- What the exercise asks: Only the text of the records below belongs in the answer, copied exactly, with pictures omitted.

- Record extracts:
+--

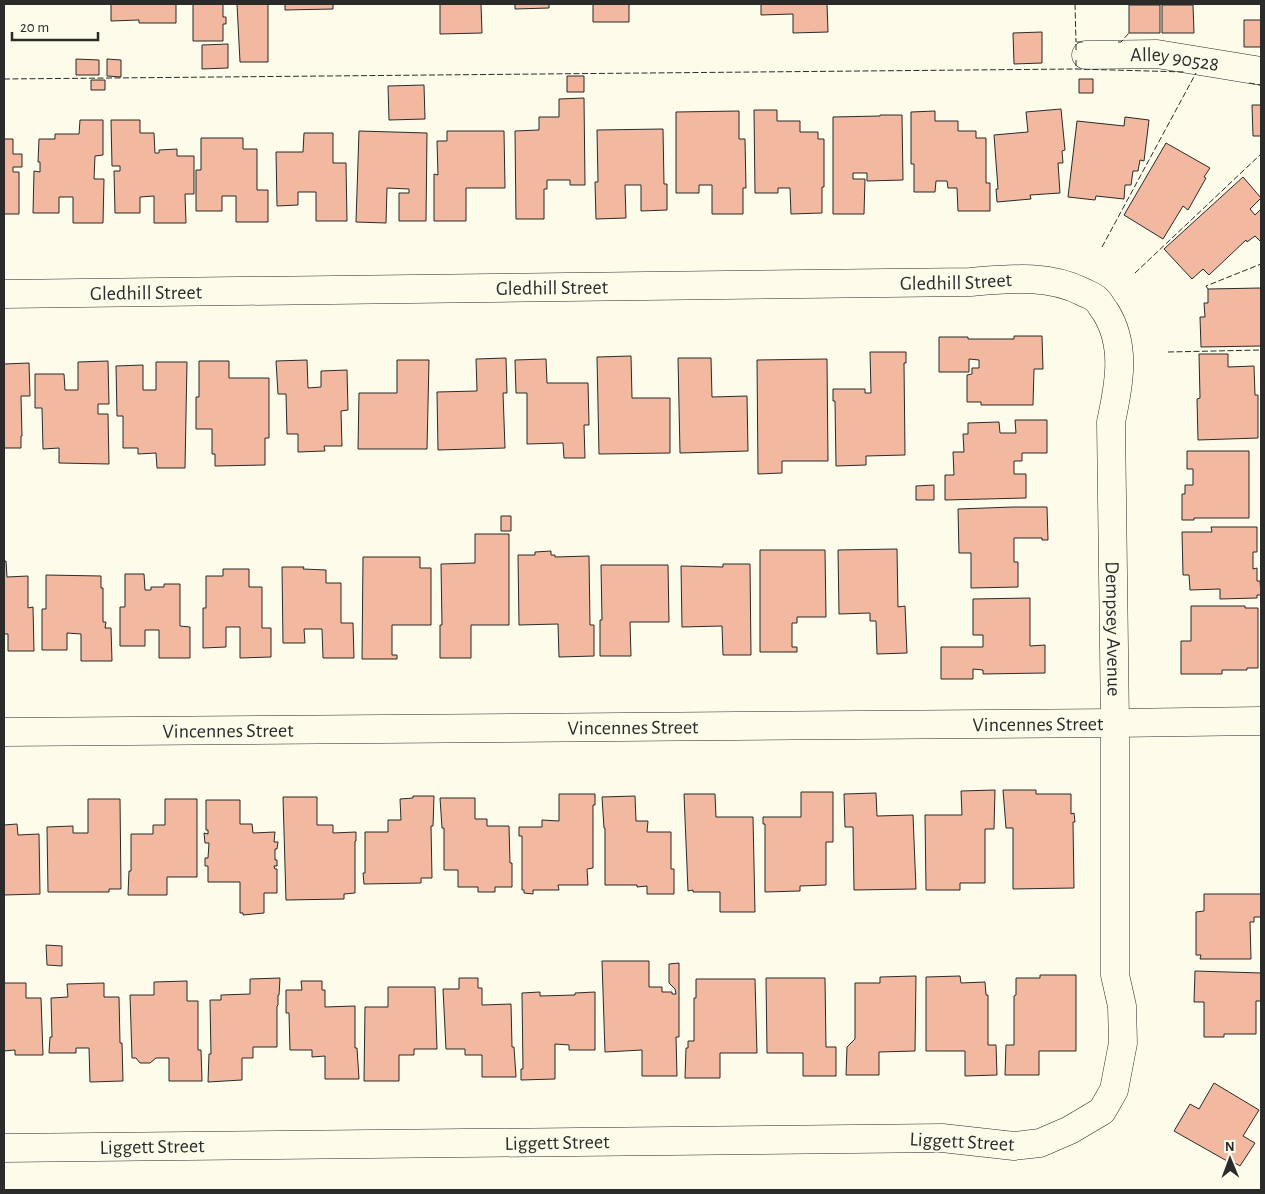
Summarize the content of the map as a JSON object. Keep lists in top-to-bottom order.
{
  "streets": {
    "street": [
      "Alley 90528",
      "Gledhill Street",
      "Dempsey Avenue",
      "Vincennes Street",
      "Liggett Street"
    ]
  },
  "crossings": [
    ["Gledhill Street", "Dempsey Avenue"],
    ["Dempsey Avenue", "Vincennes Street"],
    ["Dempsey Avenue", "Liggett Street"]
  ],
  "scale_bar": "20 m",
  "north": "top"
}
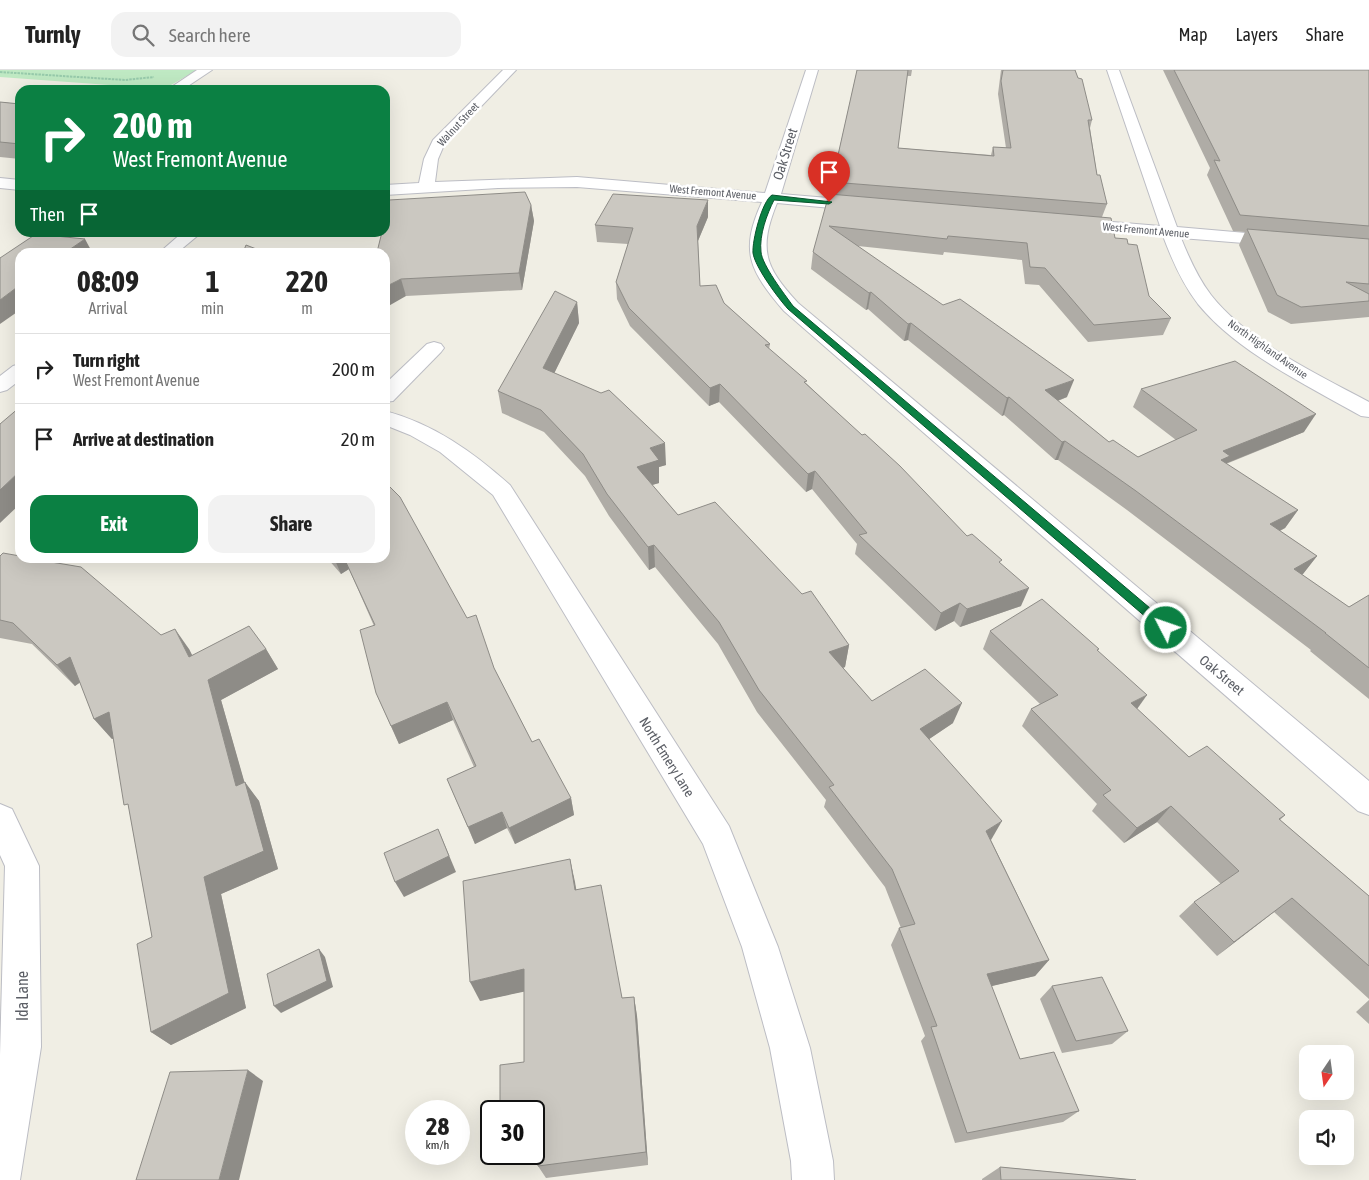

+--

- Written response:
Summarize the content of the map as a JSON object. Keep lists in top-to-bottom order.
{
  "streets": {
    "street": [
      "Alley 90528",
      "Gledhill Street",
      "Dempsey Avenue",
      "Vincennes Street",
      "Liggett Street"
    ]
  },
  "crossings": [
    ["Gledhill Street", "Dempsey Avenue"],
    ["Dempsey Avenue", "Vincennes Street"],
    ["Dempsey Avenue", "Liggett Street"]
  ],
  "scale_bar": "20 m",
  "north": "top"
}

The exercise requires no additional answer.